The Bank of Cyprus and the Hellenic Bank will try to absorb half a billion euros from their shareholders in the next few months in efforts to protect their balance sheets from the Greek crisis and the unfavourable conditions in the domestic market.

ALTHOUGH the Cypriot banks are still in better condition than the Greeks according to Moody’s, the fear of possible pressures on their balance sheets from bad debts alarmed their leaders, who are seeking to protect them.

Last Thursday, the Bank of Cyprus announced that it will issue a Tier 1 Capital of €345 million via rights, while the Hellenic Bank proceeded with the issue of a Tier 2 Capital of €150 million. Marfin has already absorbed €295 million through hybrid capital and stated that it has no capital issue.
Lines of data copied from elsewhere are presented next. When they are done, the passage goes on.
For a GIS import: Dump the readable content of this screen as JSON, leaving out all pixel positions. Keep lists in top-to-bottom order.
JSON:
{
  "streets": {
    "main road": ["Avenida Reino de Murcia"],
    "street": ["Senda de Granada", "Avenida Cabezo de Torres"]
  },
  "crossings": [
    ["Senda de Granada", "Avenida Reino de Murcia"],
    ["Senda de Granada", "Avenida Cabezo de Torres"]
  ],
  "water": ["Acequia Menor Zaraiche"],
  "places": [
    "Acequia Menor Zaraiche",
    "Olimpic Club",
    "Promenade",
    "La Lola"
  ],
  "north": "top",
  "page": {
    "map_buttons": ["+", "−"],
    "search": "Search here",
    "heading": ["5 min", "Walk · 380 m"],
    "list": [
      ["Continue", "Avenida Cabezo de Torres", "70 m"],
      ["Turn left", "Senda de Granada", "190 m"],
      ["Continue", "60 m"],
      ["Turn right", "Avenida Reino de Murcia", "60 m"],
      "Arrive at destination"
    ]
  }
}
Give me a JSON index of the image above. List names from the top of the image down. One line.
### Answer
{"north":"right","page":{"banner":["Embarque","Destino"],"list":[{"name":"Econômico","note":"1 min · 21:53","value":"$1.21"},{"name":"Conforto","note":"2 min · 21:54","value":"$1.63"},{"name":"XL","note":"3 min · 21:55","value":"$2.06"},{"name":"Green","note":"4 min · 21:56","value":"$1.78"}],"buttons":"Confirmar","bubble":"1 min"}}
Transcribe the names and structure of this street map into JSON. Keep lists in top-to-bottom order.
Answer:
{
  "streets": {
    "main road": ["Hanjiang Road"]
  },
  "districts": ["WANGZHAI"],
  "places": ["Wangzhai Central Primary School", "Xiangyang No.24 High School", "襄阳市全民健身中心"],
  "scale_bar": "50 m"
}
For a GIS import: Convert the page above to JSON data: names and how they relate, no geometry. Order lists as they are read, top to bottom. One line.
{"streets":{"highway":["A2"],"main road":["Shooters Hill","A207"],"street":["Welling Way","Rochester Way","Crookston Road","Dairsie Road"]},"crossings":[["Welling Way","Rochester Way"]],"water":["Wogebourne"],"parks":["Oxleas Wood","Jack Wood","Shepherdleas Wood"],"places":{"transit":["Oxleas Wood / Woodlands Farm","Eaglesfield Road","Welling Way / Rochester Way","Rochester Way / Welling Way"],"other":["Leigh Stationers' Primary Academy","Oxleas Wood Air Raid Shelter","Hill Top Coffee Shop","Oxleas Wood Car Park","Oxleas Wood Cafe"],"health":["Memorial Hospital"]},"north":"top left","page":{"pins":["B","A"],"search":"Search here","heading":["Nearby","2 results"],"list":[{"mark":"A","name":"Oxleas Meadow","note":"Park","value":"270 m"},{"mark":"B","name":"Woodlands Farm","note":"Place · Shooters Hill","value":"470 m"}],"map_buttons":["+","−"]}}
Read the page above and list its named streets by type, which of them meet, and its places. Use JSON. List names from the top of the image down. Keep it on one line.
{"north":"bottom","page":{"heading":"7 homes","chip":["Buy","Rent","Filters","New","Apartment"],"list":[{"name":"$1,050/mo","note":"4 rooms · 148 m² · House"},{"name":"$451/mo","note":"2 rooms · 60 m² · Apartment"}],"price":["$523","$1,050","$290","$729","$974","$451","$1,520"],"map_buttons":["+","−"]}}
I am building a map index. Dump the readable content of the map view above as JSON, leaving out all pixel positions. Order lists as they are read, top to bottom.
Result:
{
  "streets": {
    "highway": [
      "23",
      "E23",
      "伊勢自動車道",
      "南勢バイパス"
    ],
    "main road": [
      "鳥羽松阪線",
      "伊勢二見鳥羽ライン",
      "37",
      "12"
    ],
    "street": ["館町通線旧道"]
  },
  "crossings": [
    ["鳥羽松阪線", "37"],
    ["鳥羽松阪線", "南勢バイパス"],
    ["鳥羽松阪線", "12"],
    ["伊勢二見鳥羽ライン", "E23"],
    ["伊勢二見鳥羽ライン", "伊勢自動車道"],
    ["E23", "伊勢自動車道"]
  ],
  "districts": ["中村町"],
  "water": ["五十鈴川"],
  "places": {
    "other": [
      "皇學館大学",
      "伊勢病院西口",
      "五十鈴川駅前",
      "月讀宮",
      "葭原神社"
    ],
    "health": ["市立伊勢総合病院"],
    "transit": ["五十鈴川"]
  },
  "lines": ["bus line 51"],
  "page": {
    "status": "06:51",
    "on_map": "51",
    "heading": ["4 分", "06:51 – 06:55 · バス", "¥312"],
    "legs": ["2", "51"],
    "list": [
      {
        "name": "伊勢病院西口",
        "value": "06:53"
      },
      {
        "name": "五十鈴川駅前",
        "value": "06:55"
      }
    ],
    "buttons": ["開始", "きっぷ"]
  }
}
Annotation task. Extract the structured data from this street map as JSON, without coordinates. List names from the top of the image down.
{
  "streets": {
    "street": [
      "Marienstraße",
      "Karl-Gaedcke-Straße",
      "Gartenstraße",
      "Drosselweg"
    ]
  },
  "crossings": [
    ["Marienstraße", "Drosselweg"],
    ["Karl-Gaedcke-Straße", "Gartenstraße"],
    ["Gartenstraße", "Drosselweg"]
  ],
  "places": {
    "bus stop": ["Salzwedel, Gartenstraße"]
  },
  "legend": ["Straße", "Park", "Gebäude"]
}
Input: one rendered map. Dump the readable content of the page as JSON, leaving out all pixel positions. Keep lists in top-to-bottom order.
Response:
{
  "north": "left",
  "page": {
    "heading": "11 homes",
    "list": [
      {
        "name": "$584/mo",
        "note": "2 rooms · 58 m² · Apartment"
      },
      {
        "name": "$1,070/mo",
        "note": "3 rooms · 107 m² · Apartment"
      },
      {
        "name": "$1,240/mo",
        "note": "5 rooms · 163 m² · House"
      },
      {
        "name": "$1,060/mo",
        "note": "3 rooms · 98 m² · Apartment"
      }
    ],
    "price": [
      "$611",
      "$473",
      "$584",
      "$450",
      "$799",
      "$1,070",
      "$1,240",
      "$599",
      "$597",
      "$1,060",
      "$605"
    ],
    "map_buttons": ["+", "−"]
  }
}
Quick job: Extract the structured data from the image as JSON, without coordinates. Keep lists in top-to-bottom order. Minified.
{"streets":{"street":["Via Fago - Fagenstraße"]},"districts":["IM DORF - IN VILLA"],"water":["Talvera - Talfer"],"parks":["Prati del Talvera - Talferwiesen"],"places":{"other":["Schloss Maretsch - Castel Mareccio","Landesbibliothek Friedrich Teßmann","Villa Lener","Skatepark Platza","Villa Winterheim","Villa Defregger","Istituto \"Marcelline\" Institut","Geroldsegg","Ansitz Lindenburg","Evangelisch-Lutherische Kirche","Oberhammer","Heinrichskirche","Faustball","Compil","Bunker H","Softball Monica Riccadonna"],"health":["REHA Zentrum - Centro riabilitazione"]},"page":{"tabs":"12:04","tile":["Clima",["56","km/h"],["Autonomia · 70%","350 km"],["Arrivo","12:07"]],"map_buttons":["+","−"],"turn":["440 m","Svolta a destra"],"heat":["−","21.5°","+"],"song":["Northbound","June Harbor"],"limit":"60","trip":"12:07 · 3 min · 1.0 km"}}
The rights of the Bank of Cyprus, which will be issued to the ratio of 1 right/share, may be converted in shares to the ratio of 2 shares for every 7 rights. To ensure that the issue will be successful, the Bank determined a sale price of €2, which represents a discount of 44% from Thursday’s closing price.

The Bank of Cyprus reassured its shareholders that the capital increase does not represent any deterioration in its activities or a stress test.

As announced on Wednesday, the Bank of Cyprus and Marfin will participate in the stress tests to be carried out on 91 European banks to ascertain whether they can absorb possible crises.

With the capital, the Bank will take advantage of the opportunities in the market that it is active in, achieving a strategic target for the strengthening of the bank’s capital “in a period of uncertainty and increasing regulatory requirements Bank of Cyprus pre-emptively strengthens its capital base with high quality capital”.

The proposed rights issue further enhances the Bank’s strong and high quality capital base raising its pro forma 31 March 2010 total adequacy ratio to 12.6%, its Core Tier I ratio to 8.4%, and its Tier I ratio to 11.5%”, the bank added yesterday.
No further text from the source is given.